Saved data entries:
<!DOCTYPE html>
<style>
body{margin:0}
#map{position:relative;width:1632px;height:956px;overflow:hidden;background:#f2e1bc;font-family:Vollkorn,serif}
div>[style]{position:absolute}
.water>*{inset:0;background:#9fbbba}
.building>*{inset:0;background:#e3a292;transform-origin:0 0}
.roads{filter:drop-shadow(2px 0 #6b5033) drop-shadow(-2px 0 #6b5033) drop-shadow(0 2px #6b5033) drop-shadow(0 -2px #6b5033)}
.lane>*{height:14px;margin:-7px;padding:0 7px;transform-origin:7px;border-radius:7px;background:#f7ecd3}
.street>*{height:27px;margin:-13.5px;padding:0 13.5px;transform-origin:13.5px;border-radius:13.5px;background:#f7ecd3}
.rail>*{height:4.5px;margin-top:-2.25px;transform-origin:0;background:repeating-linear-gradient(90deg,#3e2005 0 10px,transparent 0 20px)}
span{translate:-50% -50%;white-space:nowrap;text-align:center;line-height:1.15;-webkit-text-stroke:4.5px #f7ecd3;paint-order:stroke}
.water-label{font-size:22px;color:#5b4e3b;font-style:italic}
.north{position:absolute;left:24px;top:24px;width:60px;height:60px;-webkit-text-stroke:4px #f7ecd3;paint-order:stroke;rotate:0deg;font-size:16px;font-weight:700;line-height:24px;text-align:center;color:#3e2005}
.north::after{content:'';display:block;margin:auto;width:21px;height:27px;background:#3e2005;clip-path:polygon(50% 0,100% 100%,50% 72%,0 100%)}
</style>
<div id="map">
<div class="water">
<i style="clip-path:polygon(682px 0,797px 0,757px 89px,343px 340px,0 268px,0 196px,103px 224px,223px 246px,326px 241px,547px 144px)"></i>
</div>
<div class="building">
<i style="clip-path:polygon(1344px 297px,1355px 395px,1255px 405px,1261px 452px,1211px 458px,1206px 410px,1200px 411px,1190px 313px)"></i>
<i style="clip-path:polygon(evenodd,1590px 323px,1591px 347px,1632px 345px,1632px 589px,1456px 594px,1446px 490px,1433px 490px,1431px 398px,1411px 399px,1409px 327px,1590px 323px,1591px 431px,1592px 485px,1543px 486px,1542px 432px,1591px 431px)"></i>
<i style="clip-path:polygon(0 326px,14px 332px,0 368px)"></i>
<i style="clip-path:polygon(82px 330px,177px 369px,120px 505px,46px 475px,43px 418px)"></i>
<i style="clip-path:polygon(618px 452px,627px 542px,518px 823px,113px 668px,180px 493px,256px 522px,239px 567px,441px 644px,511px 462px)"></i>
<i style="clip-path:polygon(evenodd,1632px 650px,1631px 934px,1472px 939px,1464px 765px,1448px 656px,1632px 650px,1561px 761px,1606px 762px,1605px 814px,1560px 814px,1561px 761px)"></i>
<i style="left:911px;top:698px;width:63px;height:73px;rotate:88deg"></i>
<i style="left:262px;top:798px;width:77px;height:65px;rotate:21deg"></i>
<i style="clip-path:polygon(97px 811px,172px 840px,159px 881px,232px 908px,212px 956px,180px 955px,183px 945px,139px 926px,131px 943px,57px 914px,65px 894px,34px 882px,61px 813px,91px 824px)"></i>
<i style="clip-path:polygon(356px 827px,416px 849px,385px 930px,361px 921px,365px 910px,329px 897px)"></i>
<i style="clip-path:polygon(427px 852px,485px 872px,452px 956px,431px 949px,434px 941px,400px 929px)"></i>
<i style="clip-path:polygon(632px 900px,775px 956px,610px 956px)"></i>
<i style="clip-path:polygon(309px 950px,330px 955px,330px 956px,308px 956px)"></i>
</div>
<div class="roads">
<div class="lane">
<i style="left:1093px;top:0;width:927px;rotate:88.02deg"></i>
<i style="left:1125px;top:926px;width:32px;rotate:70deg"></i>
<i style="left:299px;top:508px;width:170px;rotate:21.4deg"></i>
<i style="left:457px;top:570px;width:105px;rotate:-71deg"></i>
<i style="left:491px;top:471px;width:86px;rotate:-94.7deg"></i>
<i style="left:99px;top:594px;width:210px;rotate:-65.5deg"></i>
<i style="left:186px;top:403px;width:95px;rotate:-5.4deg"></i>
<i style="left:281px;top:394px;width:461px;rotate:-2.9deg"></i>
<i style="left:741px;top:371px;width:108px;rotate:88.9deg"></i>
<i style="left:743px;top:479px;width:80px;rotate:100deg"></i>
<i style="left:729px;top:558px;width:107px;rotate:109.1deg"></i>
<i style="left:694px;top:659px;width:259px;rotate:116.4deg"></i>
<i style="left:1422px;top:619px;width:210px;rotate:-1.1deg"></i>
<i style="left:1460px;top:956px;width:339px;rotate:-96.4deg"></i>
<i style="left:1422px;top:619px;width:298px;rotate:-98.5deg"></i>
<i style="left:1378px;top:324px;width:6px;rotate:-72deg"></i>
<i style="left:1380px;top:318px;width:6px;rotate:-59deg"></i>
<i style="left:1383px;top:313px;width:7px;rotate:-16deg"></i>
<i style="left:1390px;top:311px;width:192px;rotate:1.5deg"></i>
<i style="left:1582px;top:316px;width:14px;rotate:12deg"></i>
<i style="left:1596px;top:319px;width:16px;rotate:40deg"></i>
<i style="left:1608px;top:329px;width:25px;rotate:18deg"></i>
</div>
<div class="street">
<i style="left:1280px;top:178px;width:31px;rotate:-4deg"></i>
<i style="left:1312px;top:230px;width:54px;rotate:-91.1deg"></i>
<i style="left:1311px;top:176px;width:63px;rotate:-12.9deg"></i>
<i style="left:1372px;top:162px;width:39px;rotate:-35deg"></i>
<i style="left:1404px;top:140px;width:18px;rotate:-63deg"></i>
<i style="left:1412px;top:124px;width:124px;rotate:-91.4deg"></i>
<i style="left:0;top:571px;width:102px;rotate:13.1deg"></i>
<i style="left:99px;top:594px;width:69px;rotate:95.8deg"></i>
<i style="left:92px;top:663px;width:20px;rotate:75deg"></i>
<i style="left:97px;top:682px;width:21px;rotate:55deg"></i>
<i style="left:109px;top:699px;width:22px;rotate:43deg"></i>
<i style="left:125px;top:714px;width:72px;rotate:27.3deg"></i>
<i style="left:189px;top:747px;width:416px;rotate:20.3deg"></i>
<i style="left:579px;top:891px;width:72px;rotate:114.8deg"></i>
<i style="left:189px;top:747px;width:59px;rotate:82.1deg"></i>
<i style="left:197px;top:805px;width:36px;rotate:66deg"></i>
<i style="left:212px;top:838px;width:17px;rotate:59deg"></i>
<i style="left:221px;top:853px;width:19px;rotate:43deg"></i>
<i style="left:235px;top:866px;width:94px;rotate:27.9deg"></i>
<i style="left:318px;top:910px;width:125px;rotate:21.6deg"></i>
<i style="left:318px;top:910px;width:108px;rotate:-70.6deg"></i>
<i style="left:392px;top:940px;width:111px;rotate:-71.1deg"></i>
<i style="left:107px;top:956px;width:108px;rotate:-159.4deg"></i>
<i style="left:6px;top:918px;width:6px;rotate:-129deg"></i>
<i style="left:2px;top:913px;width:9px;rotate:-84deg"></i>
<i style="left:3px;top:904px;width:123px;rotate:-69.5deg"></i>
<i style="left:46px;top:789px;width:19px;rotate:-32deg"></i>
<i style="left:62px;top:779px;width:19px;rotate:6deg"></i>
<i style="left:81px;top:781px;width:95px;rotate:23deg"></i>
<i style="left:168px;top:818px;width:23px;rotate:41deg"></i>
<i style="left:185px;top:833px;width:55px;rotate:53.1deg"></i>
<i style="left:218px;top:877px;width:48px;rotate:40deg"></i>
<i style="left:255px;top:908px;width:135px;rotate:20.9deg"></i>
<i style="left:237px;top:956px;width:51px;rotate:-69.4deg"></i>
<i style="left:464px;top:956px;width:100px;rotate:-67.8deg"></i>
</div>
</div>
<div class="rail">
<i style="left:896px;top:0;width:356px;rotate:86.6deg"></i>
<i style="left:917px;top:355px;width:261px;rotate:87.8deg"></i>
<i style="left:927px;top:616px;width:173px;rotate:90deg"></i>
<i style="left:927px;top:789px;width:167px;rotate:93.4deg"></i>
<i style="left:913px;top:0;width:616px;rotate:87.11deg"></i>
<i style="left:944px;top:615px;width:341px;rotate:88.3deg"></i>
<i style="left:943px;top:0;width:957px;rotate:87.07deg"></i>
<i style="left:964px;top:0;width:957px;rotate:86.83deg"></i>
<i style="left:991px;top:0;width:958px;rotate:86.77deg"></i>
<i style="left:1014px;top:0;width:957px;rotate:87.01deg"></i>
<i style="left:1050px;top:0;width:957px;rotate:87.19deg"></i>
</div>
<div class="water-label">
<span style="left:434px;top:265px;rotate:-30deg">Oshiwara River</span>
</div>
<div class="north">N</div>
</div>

#### [WORK REQUIRED]
All that should appear in the response is the run of lines from the first line of the entries through the line containing "0 #6b5033) drop-shadow(-2px", copied exactly.

#### [RESULT OF THE EXERCISE]
<!DOCTYPE html>
<style>
body{margin:0}
#map{position:relative;width:1632px;height:956px;overflow:hidden;background:#f2e1bc;font-family:Vollkorn,serif}
div>[style]{position:absolute}
.water>*{inset:0;background:#9fbbba}
.building>*{inset:0;background:#e3a292;transform-origin:0 0}
.roads{filter:drop-shadow(2px 0 #6b5033) drop-shadow(-2px 0 #6b5033) drop-shadow(0 2px #6b5033) drop-shadow(0 -2px #6b5033)}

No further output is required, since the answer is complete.